What you will do: Make an exact copy of the listing below. Pictures stay out of it.

Data provided:

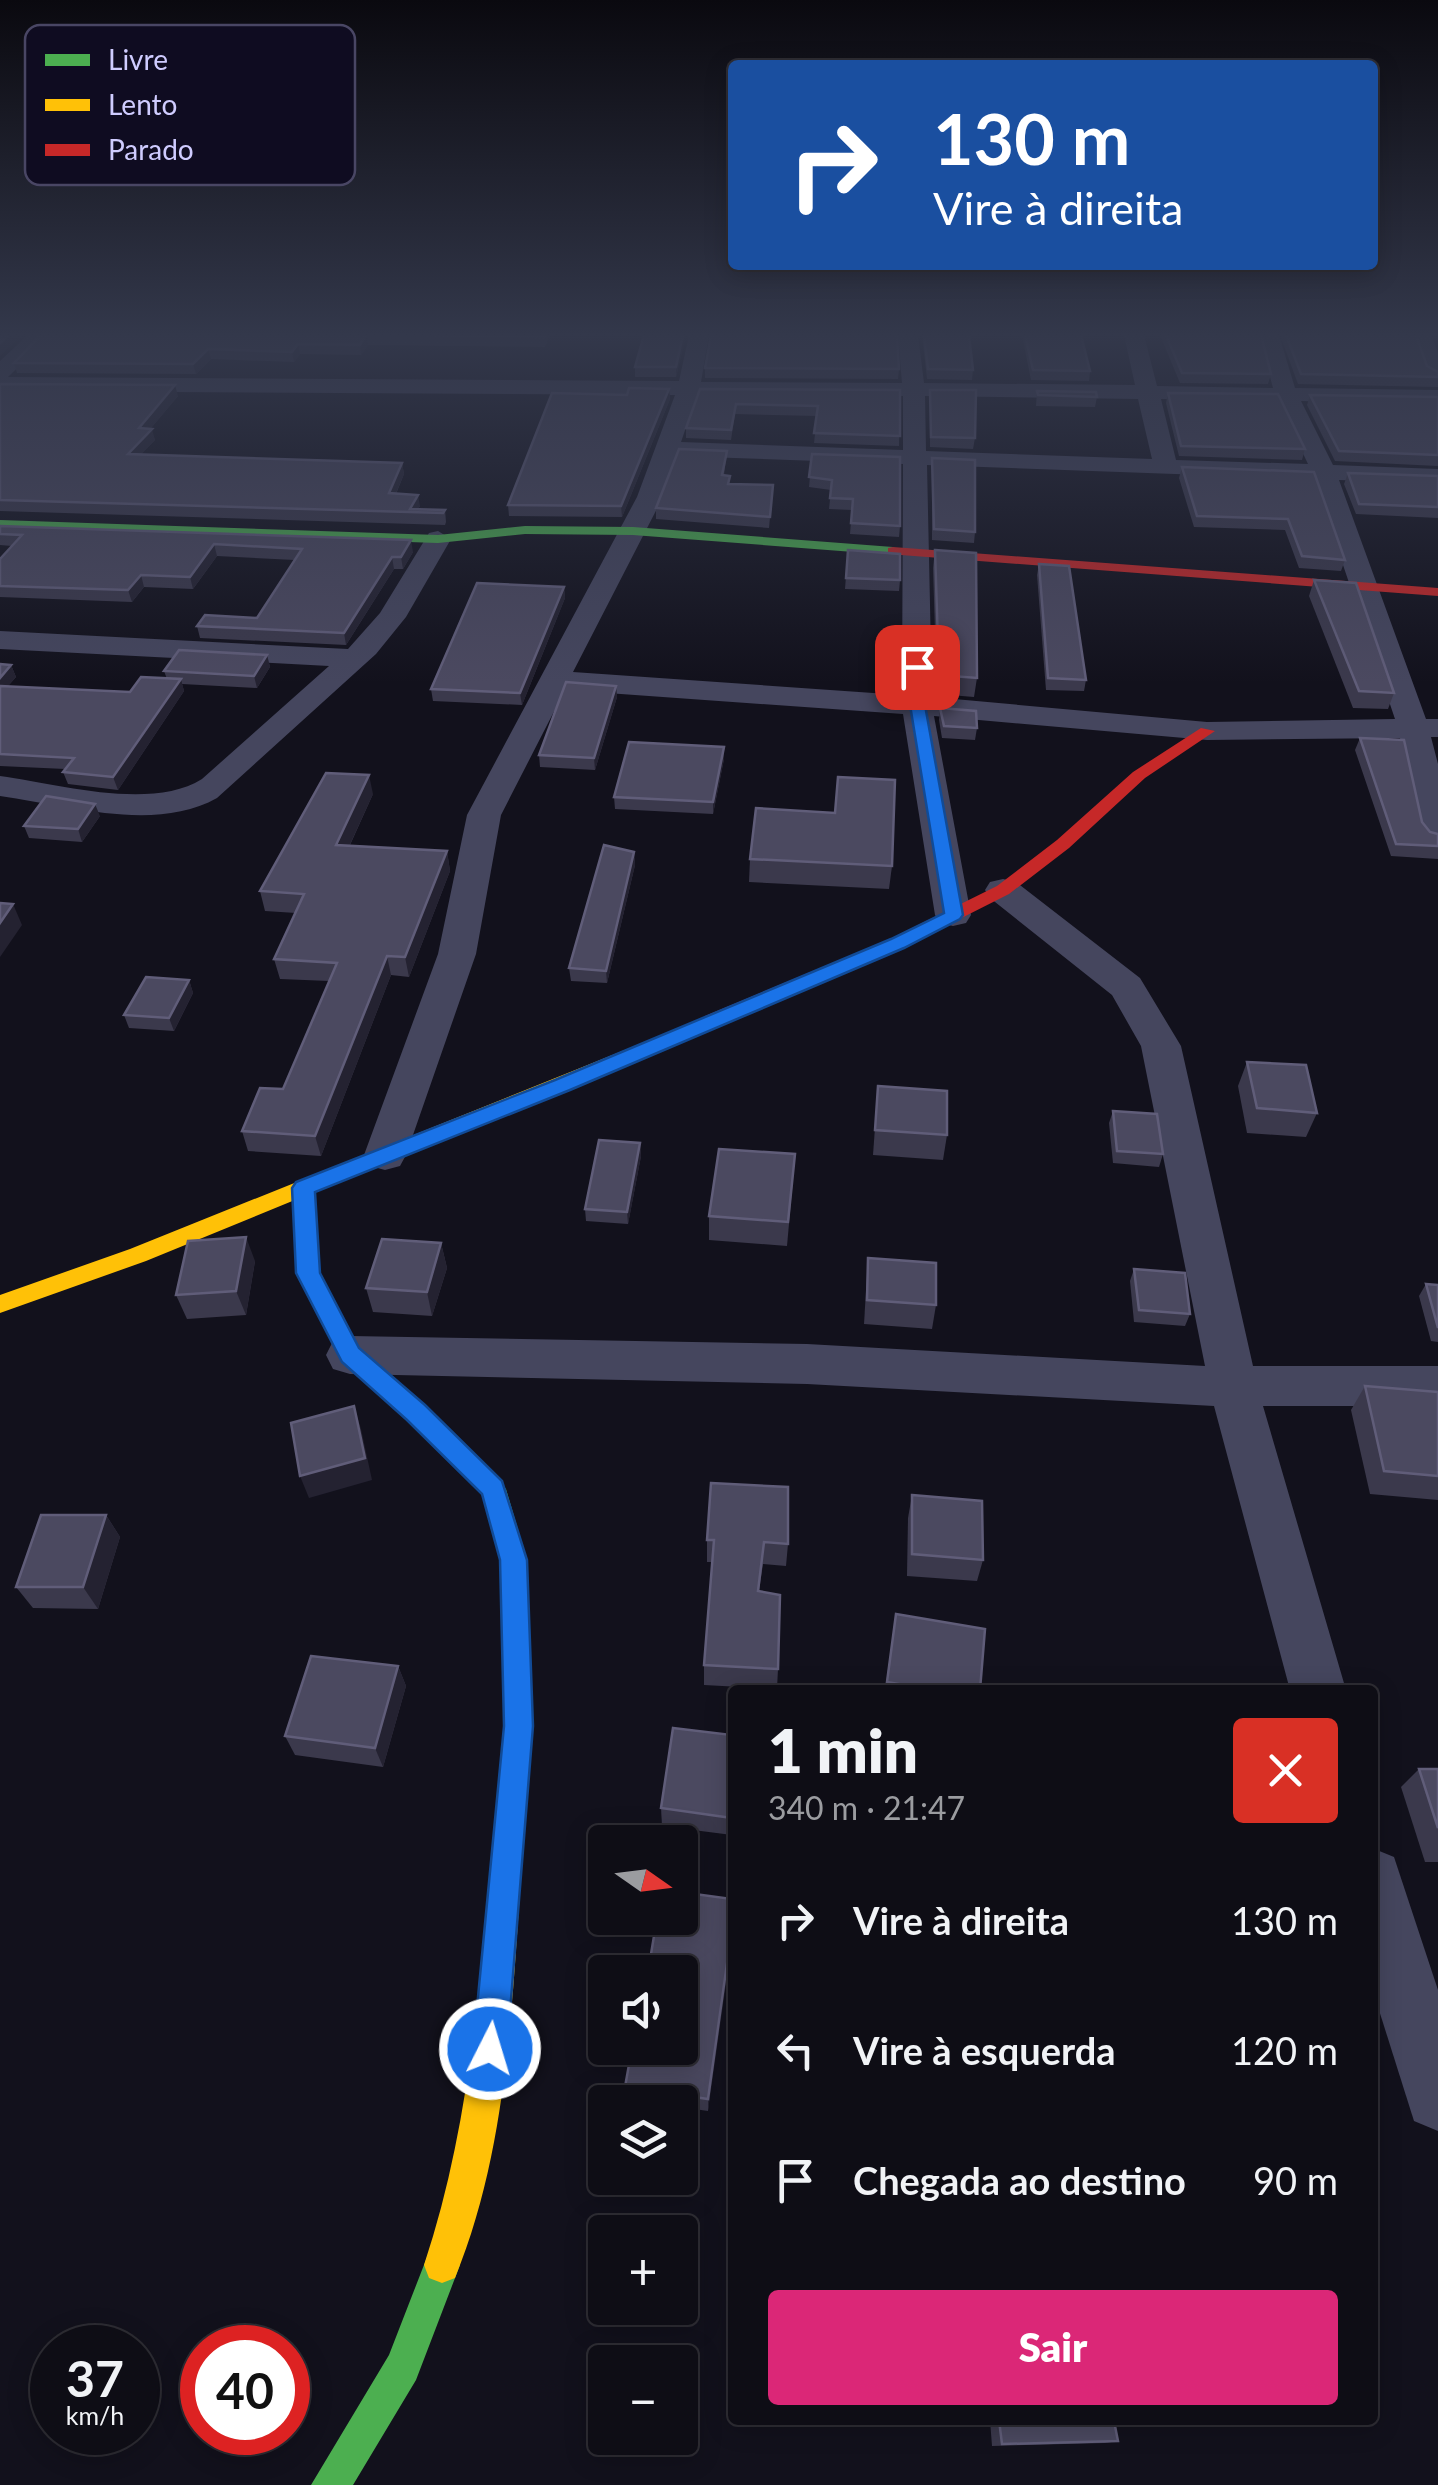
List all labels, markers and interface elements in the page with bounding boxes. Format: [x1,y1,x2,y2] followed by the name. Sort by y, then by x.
[25,25,355,185] legend
[108,42,168,76] text: Livre
[108,87,177,121] text: Lento
[933,96,1130,180] text: 130 m
[768,100,898,230] icon: right
[108,132,194,166] text: Parado
[933,181,1183,235] text: Vire à direita
[875,625,960,710] pin
[890,640,945,695] icon: arrive
[768,1714,918,1786] text: 1 min
[1233,1718,1338,1823] button: close
[768,1788,965,1827] text: 340 m · 21:47
[588,1825,698,1935] north arrow
[588,1825,698,2455] map controls
[768,1893,823,1948] icon: right
[853,1897,1069,1943] text: Vire à direita
[1231,1897,1338,1943] text: 130 m
[588,1955,698,2065] button: sound
[438,1997,542,2101] position arrow
[768,2023,823,2078] icon: left
[853,2027,1116,2073] text: Vire à esquerda
[1231,2027,1338,2073] text: 120 m
[588,2085,698,2195] button: layers
[768,2153,823,2208] icon: arrive
[853,2157,1186,2203] text: Chegada ao destino
[1253,2157,1338,2203] text: 90 m
[588,2215,698,2325] button: +
[768,2290,1338,2405] button: Sair
[180,2325,310,2455] speed limit sign: 40
[588,2345,698,2455] button: −
[66,2348,124,2408] text: 37
[66,2400,124,2430] text: km/h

Result:
List all labels, markers and interface elements in the page with bounding boxes. Format: [x1,y1,x2,y2] followed by the name. Sort by y, then by x.
[25,25,355,185] legend
[108,42,168,76] text: Livre
[108,87,177,121] text: Lento
[933,96,1130,180] text: 130 m
[768,100,898,230] icon: right
[108,132,194,166] text: Parado
[933,181,1183,235] text: Vire à direita
[875,625,960,710] pin
[890,640,945,695] icon: arrive
[768,1714,918,1786] text: 1 min
[1233,1718,1338,1823] button: close
[768,1788,965,1827] text: 340 m · 21:47
[588,1825,698,1935] north arrow
[588,1825,698,2455] map controls
[768,1893,823,1948] icon: right
[853,1897,1069,1943] text: Vire à direita
[1231,1897,1338,1943] text: 130 m
[588,1955,698,2065] button: sound
[438,1997,542,2101] position arrow
[768,2023,823,2078] icon: left
[853,2027,1116,2073] text: Vire à esquerda
[1231,2027,1338,2073] text: 120 m
[588,2085,698,2195] button: layers
[768,2153,823,2208] icon: arrive
[853,2157,1186,2203] text: Chegada ao destino
[1253,2157,1338,2203] text: 90 m
[588,2215,698,2325] button: +
[768,2290,1338,2405] button: Sair
[180,2325,310,2455] speed limit sign: 40
[588,2345,698,2455] button: −
[66,2348,124,2408] text: 37
[66,2400,124,2430] text: km/h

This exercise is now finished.